A recording, then, being rebroadcast over and over. Still, it was enough, just enough, to get him going again.
As he moved higher in the facility, he saw fewer of the creatures. Those he did see, he either hid from or killed as silently as he possibly could, trying to avoid attracting the attention of the others.
Nevertheless, he was surprised when he realized that he was one hallway shy of the airlock. Suddenly he began to believe he might make it out alive after all.
There was only one problem. He almost walked straight into a creature assembled from not just one corpse but several. It looked like a spider, but with the scythelike appendages of the other creatures serving as legs, seven of them in all. The body proper consisted of overlapped and buckled torsos awkwardly melding with one another. Two heads dangled weakly at one end, as if ready to drop off.
He hid partly behind the doorframe, furtively examining it. On its underside was a pulsing yellow and black lump, maybe a tumor of some kind.
Rush forward, start cutting, he thought.

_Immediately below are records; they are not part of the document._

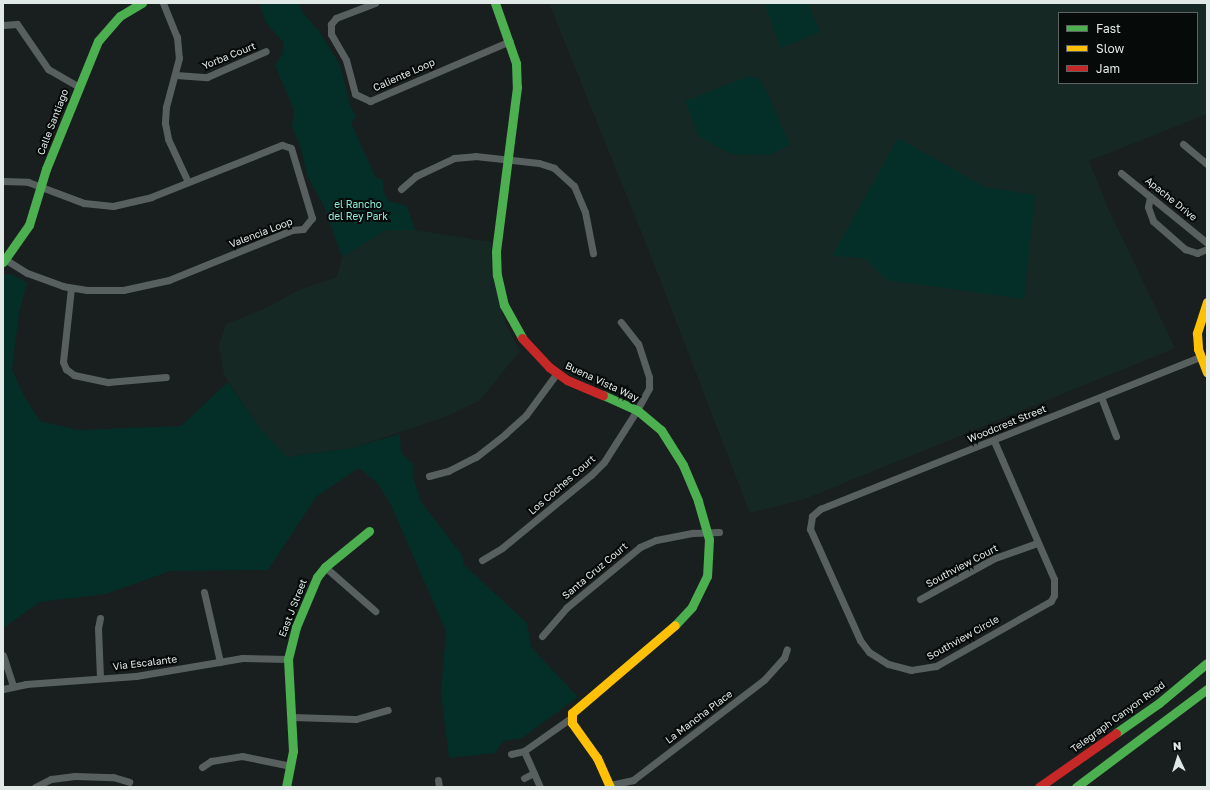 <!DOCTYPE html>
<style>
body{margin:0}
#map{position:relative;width:1210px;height:790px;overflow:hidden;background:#191f1e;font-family:"Golos Text",sans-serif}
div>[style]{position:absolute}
.built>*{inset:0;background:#162824}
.green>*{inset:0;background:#042f29}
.street>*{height:7px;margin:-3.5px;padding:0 3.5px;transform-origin:3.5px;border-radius:3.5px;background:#57605e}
.fast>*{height:9px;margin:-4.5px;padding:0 4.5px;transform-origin:4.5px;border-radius:4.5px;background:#4caf50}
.slow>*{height:9px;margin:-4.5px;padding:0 4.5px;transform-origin:4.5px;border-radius:4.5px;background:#ffc107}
.jam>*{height:9px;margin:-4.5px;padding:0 4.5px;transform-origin:4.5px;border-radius:4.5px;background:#c62828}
span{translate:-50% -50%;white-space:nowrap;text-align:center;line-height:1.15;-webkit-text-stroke:4px #060a09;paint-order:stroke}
.street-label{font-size:10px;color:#e1e9e7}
.park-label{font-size:10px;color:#90ecda}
.frame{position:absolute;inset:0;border:4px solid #e1e9e7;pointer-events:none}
.legend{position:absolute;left:1058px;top:12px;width:140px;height:72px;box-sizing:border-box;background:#060a09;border:1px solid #5e6362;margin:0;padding:5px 7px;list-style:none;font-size:12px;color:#e1e9e7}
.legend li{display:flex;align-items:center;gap:8px;height:20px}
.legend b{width:20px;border:1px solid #5e6362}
.north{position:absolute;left:1158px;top:738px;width:40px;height:40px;-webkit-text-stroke:3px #060a09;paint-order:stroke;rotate:356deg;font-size:11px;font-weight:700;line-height:16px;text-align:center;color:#e1e9e7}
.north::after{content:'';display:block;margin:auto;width:14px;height:18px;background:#e1e9e7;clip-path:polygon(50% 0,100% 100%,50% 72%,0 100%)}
</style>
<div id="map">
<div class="built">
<div style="clip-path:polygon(evenodd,549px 3px,1207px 3px,1207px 114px,1089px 161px,1108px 208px,1175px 348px,805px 499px,750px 513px,649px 251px,549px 3px,1059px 13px,1197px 13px,1197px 83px,1059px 83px,1059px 13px)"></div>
<div style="clip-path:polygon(386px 230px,415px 230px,491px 242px,491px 273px,506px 325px,520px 351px,479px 401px,445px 417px,352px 448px,286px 457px,259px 427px,224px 375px,219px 345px,226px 324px,264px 309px,299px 290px,337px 277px,342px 257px)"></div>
</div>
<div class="green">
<div style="clip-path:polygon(259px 3px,299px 3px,303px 13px,319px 31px,340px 65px,351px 108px,356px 116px,351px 123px,376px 178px,383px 180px,383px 192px,389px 201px,407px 206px,415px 230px,386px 230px,342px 257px,323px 204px,307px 176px,301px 148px,292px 127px,294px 110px,275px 65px,282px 55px,284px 43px,266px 23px)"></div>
<div style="clip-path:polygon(764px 3px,808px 3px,820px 32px,781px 48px)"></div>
<div style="clip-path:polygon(749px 76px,758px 78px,766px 90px,790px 145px,770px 155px,732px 154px,699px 137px,685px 101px)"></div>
<div style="clip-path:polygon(898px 138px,985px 187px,1035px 195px,1024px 299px,887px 280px,864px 258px,832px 256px)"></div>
<div style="clip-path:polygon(11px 274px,27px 283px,19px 312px,12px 370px,24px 396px,40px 421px,78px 430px,181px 426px,228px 382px,259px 427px,287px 457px,352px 448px,400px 434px,401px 453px,413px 464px,413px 477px,421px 502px,462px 555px,464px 565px,527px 623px,531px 647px,578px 697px,522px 738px,504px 741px,495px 753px,449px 758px,441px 693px,446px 631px,391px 505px,378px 484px,359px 468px,317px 496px,268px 570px,170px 571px,106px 594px,40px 602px,3px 628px,3px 275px)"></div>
</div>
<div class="street">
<div style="left:163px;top:3px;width:37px;rotate:68deg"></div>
<div style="left:177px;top:37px;width:21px;rotate:85deg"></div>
<div style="left:179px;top:58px;width:51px;rotate:104.9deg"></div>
<div style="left:166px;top:107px;width:16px;rotate:94deg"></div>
<div style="left:165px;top:123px;width:16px;rotate:79deg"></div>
<div style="left:168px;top:139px;width:47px;rotate:65.1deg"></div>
<div style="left:375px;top:3px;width:42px;rotate:159deg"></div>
<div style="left:336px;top:18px;width:8px;rotate:130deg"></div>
<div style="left:331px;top:24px;width:10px;rotate:90deg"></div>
<div style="left:331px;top:34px;width:30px;rotate:60deg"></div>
<div style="left:346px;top:60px;width:35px;rotate:75deg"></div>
<div style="left:355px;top:94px;width:17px;rotate:25deg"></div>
<div style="left:370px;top:101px;width:152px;rotate:-23.2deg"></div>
<div style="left:3px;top:25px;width:14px;rotate:-4deg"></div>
<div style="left:17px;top:24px;width:55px;rotate:55.4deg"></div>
<div style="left:48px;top:69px;width:34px;rotate:30deg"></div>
<div style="left:176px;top:75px;width:31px;rotate:4deg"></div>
<div style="left:207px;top:77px;width:64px;rotate:-23.8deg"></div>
<div style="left:1183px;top:144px;width:31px;rotate:40deg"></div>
<div style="left:1121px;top:173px;width:111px;rotate:39.1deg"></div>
<div style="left:3px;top:181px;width:25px;rotate:2deg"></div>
<div style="left:28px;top:182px;width:60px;rotate:20.6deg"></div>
<div style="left:84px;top:203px;width:29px;rotate:6deg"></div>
<div style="left:113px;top:206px;width:39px;rotate:-13deg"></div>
<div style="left:151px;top:197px;width:141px;rotate:-21.7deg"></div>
<div style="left:282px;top:145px;width:9px;rotate:18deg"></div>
<div style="left:291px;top:148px;width:73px;rotate:73.3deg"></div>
<div style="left:312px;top:218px;width:14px;rotate:129deg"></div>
<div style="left:303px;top:229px;width:11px;rotate:175deg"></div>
<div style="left:292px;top:230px;width:133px;rotate:157.9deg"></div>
<div style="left:169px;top:280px;width:47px;rotate:167.7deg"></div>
<div style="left:123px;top:290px;width:36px;rotate:180deg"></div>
<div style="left:87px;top:290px;width:24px;rotate:-171deg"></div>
<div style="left:63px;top:286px;width:38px;rotate:-160deg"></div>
<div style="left:27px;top:273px;width:25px;rotate:-148deg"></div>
<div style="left:401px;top:189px;width:20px;rotate:-41deg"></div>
<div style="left:416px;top:176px;width:42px;rotate:-25.3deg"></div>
<div style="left:454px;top:158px;width:21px;rotate:-5deg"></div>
<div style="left:475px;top:156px;width:64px;rotate:6.2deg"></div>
<div style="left:539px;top:163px;width:16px;rotate:18deg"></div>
<div style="left:554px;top:168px;width:27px;rotate:42deg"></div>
<div style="left:574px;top:186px;width:28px;rotate:67deg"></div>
<div style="left:585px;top:212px;width:42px;rotate:79deg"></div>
<div style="left:1150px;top:197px;width:10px;rotate:101deg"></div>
<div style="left:1148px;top:207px;width:15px;rotate:70deg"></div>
<div style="left:1153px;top:221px;width:43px;rotate:41.2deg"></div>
<div style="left:1185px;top:249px;width:13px;rotate:18deg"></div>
<div style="left:1197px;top:253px;width:11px;rotate:-22deg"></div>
<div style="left:71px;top:288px;width:74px;rotate:96.2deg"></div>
<div style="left:63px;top:362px;width:8px;rotate:67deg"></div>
<div style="left:66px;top:369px;width:10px;rotate:37deg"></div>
<div style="left:74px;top:375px;width:35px;rotate:12deg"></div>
<div style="left:108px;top:382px;width:58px;rotate:-4.9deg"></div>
<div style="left:1101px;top:397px;width:42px;rotate:69deg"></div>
<div style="left:994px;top:441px;width:150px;rotate:66.5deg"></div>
<div style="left:1054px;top:579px;width:16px;rotate:90deg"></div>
<div style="left:1054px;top:595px;width:7px;rotate:117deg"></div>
<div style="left:1051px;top:601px;width:132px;rotate:150.5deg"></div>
<div style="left:936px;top:666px;width:25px;rotate:171deg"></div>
<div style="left:911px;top:670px;width:24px;rotate:-165deg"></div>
<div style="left:888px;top:664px;width:22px;rotate:-148deg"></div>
<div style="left:869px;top:652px;width:15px;rotate:-127deg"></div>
<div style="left:860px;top:640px;width:122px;rotate:-114.2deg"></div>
<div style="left:810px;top:529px;width:13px;rotate:-81deg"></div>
<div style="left:812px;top:516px;width:11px;rotate:-41deg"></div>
<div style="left:820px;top:509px;width:409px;rotate:-21.8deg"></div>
<div style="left:429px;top:476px;width:20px;rotate:-15deg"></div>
<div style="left:448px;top:471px;width:31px;rotate:-27deg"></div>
<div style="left:476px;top:457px;width:37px;rotate:-38deg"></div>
<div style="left:505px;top:434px;width:28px;rotate:-42deg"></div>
<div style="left:526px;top:415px;width:52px;rotate:-53.6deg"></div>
<div style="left:482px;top:560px;width:23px;rotate:-31deg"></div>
<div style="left:502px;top:548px;width:115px;rotate:-39.4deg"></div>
<div style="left:591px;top:475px;width:18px;rotate:-45deg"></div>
<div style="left:604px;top:462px;width:62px;rotate:-57.6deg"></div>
<div style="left:637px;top:410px;width:25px;rotate:-61deg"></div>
<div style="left:649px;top:388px;width:11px;rotate:-90deg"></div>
<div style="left:649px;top:377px;width:35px;rotate:-108deg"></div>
<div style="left:638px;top:344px;width:28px;rotate:-128deg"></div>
<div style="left:325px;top:567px;width:67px;rotate:41.3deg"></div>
<div style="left:204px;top:592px;width:72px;rotate:77.1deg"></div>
<div style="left:920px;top:599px;width:85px;rotate:-28.7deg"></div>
<div style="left:995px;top:558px;width:45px;rotate:-19.7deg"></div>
<div style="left:100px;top:618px;width:10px;rotate:101deg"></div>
<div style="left:98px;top:628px;width:50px;rotate:87.7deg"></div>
<div style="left:542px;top:636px;width:37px;rotate:-49deg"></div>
<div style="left:566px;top:608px;width:96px;rotate:-39.5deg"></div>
<div style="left:640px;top:547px;width:17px;rotate:-24deg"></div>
<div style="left:656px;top:540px;width:38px;rotate:-11deg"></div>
<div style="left:693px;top:533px;width:26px;rotate:-2deg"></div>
<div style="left:3px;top:655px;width:33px;rotate:72deg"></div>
<div style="left:3px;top:689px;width:24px;rotate:-12deg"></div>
<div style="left:26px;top:684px;width:110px;rotate:-4.2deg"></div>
<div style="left:136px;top:676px;width:108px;rotate:-9.6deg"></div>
<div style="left:242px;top:658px;width:46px;rotate:1.2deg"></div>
<div style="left:292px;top:717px;width:64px;rotate:1.8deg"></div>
<div style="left:356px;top:719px;width:33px;rotate:-16deg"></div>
<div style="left:524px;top:751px;width:39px;rotate:66deg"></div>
<div style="left:511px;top:754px;width:13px;rotate:-13deg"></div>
<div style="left:524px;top:751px;width:57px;rotate:-35.1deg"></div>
<div style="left:202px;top:767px;width:11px;rotate:-34deg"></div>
<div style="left:211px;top:761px;width:31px;rotate:-9deg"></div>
<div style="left:242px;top:756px;width:50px;rotate:11.5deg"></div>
<div style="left:524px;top:778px;width:11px;rotate:-27deg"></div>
<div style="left:438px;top:780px;width:7px;rotate:82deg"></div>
<div style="left:610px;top:785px;width:24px;rotate:-12deg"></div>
<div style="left:633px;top:780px;width:165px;rotate:-37.4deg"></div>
<div style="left:764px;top:680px;width:30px;rotate:-48deg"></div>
<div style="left:784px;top:658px;width:9px;rotate:-72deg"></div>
<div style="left:35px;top:787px;width:18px;rotate:-27deg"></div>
<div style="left:51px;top:779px;width:24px;rotate:-7deg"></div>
<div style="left:75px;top:776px;width:38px;rotate:2deg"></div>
<div style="left:113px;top:777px;width:17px;rotate:17deg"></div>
</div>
<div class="fast">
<div style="left:495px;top:3px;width:64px;rotate:70.7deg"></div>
<div style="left:516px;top:63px;width:24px;rotate:88deg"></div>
<div style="left:517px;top:87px;width:166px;rotate:97.3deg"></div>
<div style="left:496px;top:252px;width:23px;rotate:88deg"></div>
<div style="left:497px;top:275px;width:31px;rotate:77deg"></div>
<div style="left:504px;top:305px;width:38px;rotate:61deg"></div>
<div style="left:3px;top:262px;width:45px;rotate:-54.9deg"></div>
<div style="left:29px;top:225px;width:59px;rotate:-73.1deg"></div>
<div style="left:46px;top:169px;width:138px;rotate:-67.9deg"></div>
<div style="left:98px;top:41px;width:33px;rotate:-49deg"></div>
<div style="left:120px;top:16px;width:26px;rotate:-31deg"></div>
<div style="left:603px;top:395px;width:37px;rotate:24deg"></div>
<div style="left:637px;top:410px;width:31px;rotate:40deg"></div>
<div style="left:661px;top:430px;width:41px;rotate:57.8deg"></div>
<div style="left:683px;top:465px;width:39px;rotate:67deg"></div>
<div style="left:698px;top:501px;width:40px;rotate:74deg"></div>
<div style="left:709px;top:539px;width:37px;rotate:93deg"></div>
<div style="left:707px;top:576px;width:34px;rotate:116deg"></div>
<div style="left:692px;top:607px;width:25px;rotate:133deg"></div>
<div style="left:1116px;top:733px;width:52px;rotate:-34.9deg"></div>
<div style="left:1159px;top:703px;width:62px;rotate:-39.8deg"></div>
<div style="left:286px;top:787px;width:37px;rotate:-79deg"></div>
<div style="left:293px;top:751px;width:92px;rotate:-93.1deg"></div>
<div style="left:288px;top:659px;width:33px;rotate:-76deg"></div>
<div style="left:296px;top:627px;width:54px;rotate:-67.2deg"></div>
<div style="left:317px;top:577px;width:13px;rotate:-51deg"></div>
<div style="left:325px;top:567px;width:57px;rotate:-39.3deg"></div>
<div style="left:1076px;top:787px;width:164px;rotate:-36.8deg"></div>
</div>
<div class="slow">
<div style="left:1207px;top:302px;width:33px;rotate:108deg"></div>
<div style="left:1197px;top:333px;width:16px;rotate:86deg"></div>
<div style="left:1198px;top:349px;width:25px;rotate:69deg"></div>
<div style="left:610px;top:787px;width:32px;rotate:-114deg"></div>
<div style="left:597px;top:758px;width:43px;rotate:-125.5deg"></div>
<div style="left:572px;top:723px;width:10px;rotate:-90deg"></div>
<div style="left:572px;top:713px;width:135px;rotate:-40.5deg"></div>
</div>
<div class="jam">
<div style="left:522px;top:338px;width:40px;rotate:47deg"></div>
<div style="left:549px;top:367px;width:22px;rotate:36deg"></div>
<div style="left:567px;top:380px;width:39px;rotate:23deg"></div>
<div style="left:1039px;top:787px;width:94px;rotate:-35deg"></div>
</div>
<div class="street-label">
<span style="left:229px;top:56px;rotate:-22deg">Yorba Court</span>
<span style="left:404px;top:75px;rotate:-24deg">Caliente Loop</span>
<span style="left:53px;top:122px;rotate:-69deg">Calle Santiago</span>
<span style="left:1171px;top:199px;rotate:39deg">Apache Drive</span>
<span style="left:261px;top:233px;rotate:-21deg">Valencia Loop</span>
<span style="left:602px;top:382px;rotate:25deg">Buena Vista Way</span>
<span style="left:1007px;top:424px;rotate:-22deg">Woodcrest Street</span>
<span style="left:562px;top:485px;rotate:-41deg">Los Coches Court</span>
<span style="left:962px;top:566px;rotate:-28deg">Southview Court</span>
<span style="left:595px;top:571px;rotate:-40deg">Santa Cruz Court</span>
<span style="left:293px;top:608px;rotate:-69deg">East J Street</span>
<span style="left:963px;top:638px;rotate:-29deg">Southview Circle</span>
<span style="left:145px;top:663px;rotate:-7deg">Via Escalante</span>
<span style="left:699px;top:717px;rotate:-37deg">La Mancha Place</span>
<span style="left:1118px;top:717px;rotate:-36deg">Telegraph Canyon Road</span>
</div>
<div class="park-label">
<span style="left:358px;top:210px">el Rancho<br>del Rey Park</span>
</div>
<div class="frame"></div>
<ul class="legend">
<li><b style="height:5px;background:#4caf50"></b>Fast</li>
<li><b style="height:5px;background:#ffc107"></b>Slow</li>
<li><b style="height:5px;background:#c62828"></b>Jam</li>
</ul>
<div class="north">N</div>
</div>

Not much of a plan, but it was all he could think of.
He stayed for a long moment hesitating and then, taking a deep breath, rushed out and at it.
It immediately turned to face him and hissed. It scuttled toward him, the tips of its bonelike appendages thunking against the tunnel’s floor.
But before he’d gotten close enough to hit it with the cutter, something unsettling happened. One of the heads that had been dangling loose scrambled to the top of the body and launched itself at him. It struck him in the chest, wrapping a set of sinewy tendrils around his neck. It started to squeeze.
Holy hell, he thought. He stumbled back, trying desperately to pry it off. The spiderthing was still coming, still scuttling forward, its other head alert and on top of its body now as well. He struck the one already on him hard with the side of the cutter, again and again. It loosened just a little, enough that he could breathe, and he forced his hand in between it and his neck and tore it off.
It tried to crawl up his arm and back to his neck, but he held it tight by its writhing tendrils and didn’t let go. The other head launched itself at him and he batted it down to the ground with the first head, stamping it to a pulp. The head in his hands he slammed into the wall, then cut in half with the plasma cutter.
The rest of the spiderthing was on him now. He sliced off the tip of one appendage, and it reared back on its three hind legs and struck at him with the remaining four. He managed to parry two of them successfully and dodge the third. The fourth, having just lost its tip to the plasma cutter, struck him hard but bluntly in the chest. He fell to the floor, the wind knocked out of him.